Ronnie Lee Gardner is scheduled die June 18, after 3rd District Judge Robin Reese last week signed the warrant for his execution. Gardner requested the sentence be carried out by firing squad instead of lethal injection.
Late Tuesday, attorneys filed a motion to stay the execution pending an appeal of the warrant to the Utah Supreme Court. A notice of appeal was also filed with the state's high court Tuesday.
Gardner's attorneys will argue that he was denied state funds to pay for experts and investigators to provide mitigating evidence during the penalty phase of his 1985 trial.
It's unclear when Reese might rule on the stay. Attorneys made the same argument when asking Reese not to sign the appeal, and he rejected it.

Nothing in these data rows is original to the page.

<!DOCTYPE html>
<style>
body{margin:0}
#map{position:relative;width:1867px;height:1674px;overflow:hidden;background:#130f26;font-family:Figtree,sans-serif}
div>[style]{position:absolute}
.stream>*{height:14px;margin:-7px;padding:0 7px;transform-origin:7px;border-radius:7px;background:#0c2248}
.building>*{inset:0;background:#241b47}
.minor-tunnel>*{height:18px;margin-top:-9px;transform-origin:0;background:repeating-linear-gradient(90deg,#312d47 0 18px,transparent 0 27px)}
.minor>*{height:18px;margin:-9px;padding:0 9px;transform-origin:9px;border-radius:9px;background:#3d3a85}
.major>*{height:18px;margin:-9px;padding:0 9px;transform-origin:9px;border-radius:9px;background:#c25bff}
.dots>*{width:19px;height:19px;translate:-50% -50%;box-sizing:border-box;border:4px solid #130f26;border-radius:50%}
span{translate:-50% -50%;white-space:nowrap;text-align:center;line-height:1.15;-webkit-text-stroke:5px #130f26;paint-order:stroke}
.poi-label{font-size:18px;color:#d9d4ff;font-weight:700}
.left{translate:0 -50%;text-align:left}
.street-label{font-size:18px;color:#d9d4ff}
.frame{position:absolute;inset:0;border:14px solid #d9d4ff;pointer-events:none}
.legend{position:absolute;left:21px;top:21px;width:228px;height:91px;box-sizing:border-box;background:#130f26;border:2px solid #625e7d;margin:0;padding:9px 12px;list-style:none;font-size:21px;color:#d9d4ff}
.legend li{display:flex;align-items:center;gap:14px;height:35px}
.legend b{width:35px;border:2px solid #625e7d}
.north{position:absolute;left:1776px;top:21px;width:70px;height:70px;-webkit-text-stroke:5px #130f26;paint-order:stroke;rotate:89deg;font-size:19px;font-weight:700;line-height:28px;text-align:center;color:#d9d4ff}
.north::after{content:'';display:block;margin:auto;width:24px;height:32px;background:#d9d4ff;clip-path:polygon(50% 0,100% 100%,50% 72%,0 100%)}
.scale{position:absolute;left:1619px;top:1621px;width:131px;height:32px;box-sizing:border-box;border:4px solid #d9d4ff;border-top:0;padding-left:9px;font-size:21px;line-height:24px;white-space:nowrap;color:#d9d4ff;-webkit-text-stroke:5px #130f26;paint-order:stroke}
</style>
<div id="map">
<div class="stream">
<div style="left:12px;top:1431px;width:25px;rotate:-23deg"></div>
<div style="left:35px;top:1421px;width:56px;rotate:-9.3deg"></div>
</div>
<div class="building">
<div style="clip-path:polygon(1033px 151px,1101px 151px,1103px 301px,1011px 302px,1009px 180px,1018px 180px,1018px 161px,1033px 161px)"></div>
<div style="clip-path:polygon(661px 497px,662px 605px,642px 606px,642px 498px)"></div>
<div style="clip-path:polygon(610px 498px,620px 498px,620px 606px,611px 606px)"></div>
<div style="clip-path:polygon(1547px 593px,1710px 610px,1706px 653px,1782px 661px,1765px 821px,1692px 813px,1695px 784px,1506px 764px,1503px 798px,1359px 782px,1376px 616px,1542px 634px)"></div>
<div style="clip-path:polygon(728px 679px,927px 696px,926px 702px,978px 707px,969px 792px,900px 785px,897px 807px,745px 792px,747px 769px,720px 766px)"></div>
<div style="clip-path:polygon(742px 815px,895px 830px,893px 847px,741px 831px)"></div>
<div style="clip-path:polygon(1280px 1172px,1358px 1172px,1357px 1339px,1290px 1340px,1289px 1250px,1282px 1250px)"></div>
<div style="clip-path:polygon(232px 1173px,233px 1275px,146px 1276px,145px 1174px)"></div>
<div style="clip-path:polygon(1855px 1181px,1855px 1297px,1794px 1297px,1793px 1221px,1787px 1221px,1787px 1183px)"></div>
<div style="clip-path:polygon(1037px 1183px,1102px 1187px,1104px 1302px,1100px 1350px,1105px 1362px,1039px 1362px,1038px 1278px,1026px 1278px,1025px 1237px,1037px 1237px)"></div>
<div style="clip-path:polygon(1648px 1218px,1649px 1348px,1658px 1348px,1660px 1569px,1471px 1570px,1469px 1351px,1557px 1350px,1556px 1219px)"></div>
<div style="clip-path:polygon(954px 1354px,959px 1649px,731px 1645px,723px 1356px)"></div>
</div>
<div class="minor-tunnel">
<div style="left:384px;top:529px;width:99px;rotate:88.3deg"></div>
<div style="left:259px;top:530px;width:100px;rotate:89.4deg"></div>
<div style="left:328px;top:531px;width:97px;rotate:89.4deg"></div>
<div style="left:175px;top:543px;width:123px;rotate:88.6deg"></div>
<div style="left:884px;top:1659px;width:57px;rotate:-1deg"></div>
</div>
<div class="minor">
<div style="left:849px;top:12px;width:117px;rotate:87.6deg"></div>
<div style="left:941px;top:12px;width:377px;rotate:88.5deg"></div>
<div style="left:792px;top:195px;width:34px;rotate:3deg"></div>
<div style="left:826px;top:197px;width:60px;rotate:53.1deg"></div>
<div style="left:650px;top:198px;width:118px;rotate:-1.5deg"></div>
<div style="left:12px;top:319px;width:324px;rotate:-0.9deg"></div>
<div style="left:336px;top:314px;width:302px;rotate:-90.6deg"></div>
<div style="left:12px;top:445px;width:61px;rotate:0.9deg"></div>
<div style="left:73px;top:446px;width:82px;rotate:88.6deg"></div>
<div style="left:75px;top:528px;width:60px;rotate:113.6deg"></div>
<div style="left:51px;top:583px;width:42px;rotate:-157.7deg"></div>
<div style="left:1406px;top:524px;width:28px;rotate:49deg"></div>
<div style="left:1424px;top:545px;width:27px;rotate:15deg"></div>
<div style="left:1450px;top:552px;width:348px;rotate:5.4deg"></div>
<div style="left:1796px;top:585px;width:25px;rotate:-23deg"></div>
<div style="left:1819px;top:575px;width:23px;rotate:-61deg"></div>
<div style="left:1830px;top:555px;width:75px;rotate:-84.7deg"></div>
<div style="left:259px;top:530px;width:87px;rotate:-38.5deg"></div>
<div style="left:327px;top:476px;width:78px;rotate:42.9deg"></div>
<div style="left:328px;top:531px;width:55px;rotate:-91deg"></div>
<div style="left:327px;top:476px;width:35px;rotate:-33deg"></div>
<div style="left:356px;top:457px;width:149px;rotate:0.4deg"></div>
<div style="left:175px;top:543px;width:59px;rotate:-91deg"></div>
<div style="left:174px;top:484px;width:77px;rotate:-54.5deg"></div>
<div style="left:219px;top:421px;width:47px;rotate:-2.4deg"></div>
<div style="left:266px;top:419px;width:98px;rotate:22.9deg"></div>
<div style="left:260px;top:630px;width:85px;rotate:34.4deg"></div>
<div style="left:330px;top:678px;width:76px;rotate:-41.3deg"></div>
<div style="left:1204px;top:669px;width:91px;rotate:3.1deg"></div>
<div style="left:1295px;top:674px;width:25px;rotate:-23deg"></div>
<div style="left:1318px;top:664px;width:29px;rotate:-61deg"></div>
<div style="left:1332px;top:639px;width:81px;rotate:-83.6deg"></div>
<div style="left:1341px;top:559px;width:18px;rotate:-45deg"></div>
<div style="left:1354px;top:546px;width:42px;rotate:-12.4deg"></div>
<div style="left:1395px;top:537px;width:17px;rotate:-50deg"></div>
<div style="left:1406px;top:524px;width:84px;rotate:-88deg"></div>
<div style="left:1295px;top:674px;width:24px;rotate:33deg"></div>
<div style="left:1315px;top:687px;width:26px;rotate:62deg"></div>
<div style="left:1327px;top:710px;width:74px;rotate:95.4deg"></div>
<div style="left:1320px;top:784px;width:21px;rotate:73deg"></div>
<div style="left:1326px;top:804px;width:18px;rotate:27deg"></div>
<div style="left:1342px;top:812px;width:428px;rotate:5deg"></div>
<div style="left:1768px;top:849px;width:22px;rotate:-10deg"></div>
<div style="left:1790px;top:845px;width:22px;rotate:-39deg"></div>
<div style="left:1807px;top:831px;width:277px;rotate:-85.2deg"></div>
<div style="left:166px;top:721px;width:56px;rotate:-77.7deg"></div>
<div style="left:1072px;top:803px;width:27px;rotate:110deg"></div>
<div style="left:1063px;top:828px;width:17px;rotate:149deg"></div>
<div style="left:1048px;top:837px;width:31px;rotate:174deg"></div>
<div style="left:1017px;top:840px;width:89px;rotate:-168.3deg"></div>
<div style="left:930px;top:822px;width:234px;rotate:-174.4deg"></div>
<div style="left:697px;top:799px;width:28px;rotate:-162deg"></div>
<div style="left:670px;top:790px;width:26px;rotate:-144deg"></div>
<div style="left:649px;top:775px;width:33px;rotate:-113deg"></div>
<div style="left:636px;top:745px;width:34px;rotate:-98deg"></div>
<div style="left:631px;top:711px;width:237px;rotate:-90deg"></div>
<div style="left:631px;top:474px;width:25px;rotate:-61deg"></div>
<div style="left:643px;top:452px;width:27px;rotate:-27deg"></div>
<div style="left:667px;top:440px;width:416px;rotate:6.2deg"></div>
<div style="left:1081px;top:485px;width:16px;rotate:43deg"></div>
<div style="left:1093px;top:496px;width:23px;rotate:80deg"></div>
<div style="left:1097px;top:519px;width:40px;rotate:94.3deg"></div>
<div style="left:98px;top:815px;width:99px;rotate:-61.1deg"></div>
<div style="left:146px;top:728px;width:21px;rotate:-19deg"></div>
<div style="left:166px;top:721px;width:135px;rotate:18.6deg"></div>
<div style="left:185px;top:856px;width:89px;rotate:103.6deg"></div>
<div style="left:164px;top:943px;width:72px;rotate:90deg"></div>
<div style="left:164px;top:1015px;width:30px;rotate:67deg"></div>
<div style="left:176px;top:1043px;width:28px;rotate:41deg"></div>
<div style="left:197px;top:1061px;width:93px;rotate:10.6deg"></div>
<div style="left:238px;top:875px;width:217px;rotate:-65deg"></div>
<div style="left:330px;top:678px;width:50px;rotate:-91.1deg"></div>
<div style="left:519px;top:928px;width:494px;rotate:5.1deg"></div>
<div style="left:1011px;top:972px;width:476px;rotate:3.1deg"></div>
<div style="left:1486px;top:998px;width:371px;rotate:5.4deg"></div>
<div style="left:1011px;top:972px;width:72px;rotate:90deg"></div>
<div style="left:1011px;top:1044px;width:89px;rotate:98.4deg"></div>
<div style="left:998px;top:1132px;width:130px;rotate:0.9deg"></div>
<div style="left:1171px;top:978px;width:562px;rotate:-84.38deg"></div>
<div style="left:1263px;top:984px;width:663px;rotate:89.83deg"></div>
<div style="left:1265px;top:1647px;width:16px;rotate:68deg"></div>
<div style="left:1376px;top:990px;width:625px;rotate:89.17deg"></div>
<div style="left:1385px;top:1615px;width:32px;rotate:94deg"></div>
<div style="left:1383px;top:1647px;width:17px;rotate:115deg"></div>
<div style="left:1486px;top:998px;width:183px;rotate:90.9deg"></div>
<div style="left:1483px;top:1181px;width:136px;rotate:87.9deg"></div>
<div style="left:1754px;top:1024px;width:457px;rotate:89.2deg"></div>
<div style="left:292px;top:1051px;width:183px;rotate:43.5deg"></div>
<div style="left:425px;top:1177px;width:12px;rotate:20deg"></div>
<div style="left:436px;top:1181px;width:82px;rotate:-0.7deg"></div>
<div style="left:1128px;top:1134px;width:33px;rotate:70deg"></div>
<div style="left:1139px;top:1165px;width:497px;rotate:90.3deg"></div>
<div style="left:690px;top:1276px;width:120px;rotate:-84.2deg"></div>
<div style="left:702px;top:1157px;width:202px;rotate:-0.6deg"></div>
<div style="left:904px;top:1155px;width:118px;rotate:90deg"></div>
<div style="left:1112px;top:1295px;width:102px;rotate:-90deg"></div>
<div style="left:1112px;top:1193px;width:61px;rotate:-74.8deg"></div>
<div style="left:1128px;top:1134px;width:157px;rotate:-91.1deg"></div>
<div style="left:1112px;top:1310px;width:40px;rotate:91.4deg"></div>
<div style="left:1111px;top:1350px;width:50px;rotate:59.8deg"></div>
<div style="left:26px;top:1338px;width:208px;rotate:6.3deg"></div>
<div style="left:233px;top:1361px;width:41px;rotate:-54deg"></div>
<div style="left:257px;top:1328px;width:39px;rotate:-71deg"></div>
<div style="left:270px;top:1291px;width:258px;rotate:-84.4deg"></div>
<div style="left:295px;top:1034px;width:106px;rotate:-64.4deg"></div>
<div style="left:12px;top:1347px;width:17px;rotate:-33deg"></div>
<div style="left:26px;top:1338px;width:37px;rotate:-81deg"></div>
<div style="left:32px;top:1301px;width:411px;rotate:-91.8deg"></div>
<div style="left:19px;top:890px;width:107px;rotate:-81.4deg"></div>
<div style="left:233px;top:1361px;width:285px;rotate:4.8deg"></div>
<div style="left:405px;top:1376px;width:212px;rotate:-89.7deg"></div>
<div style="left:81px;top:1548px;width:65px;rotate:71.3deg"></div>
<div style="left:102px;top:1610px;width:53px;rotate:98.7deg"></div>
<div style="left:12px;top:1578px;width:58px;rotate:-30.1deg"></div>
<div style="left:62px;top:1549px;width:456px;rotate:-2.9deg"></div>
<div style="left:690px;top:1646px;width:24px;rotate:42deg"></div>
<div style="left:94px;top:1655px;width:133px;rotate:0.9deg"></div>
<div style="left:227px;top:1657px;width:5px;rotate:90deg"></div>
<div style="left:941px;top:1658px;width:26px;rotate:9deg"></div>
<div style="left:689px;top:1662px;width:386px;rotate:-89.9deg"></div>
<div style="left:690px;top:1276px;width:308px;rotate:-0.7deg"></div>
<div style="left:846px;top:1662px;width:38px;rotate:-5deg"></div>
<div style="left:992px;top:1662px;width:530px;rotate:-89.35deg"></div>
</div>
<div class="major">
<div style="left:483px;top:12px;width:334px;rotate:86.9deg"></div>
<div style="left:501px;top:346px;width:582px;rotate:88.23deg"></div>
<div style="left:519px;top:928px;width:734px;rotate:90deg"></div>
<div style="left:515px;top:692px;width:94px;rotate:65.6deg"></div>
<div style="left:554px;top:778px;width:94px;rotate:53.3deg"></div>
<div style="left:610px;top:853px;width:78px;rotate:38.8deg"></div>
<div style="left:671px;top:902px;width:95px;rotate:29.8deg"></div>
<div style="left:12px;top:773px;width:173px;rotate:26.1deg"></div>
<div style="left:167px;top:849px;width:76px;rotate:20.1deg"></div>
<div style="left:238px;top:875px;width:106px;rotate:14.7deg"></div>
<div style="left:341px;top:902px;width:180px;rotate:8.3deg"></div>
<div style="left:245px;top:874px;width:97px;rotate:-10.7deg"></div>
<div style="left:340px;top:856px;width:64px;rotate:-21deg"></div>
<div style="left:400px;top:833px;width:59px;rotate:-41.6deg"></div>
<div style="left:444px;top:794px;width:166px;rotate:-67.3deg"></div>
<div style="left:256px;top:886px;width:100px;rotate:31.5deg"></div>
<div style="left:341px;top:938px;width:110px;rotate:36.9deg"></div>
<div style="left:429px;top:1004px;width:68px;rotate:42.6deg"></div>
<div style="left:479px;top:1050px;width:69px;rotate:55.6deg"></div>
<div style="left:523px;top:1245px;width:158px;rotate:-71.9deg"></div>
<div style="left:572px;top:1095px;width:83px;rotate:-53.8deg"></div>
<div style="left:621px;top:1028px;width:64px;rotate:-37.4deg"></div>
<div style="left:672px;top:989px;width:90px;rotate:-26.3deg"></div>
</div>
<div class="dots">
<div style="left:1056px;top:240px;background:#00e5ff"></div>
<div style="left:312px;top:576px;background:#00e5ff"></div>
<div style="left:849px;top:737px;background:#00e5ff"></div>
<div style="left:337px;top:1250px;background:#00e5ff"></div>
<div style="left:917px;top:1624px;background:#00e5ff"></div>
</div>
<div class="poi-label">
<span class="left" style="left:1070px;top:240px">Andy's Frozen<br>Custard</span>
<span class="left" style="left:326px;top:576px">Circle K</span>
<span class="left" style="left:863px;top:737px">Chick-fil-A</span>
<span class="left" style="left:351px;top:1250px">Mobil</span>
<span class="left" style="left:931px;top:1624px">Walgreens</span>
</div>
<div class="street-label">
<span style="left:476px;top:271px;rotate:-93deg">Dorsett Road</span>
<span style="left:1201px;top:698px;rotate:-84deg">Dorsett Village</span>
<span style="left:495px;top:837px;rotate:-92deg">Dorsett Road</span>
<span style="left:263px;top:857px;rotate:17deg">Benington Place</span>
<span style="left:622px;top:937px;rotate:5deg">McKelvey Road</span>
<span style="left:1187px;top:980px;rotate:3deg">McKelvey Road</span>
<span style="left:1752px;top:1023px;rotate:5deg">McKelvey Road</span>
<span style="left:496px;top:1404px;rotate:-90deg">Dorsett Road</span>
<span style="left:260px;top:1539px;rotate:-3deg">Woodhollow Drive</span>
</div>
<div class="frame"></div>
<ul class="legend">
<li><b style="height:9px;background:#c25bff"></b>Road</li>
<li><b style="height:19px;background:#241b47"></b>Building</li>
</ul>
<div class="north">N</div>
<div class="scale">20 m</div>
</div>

The state opposes any delay of the case and will ask Reese not to put the execution on hold, Assistant Utah Attorney General Tom Brunker said Wednesday.
Gardner, 49, was sentenced to death in 1985 for the Salt Lake City courthouse slaying of attorney Michael Burdell during a failed escape attempt.
Gardner can still ask Utah's Board of Pardons and Parole to commute his sentence to life in prison without the possibility of parole.
If Gardner is executed, he will be the first person put to death by firing squad since 1996.
Utah's death row inmates were for decades allowed to choose how they wanted to die. State lawmakers removed that choice in 2004 and made lethal injection the default method, but because Gardner was sentenced before 2004, he got to choose.
Utah is the only state to use the firing squad. Oklahoma considers a firing squad an acceptable option, but by law would only use it if lethal injection was deemed unconstitutional.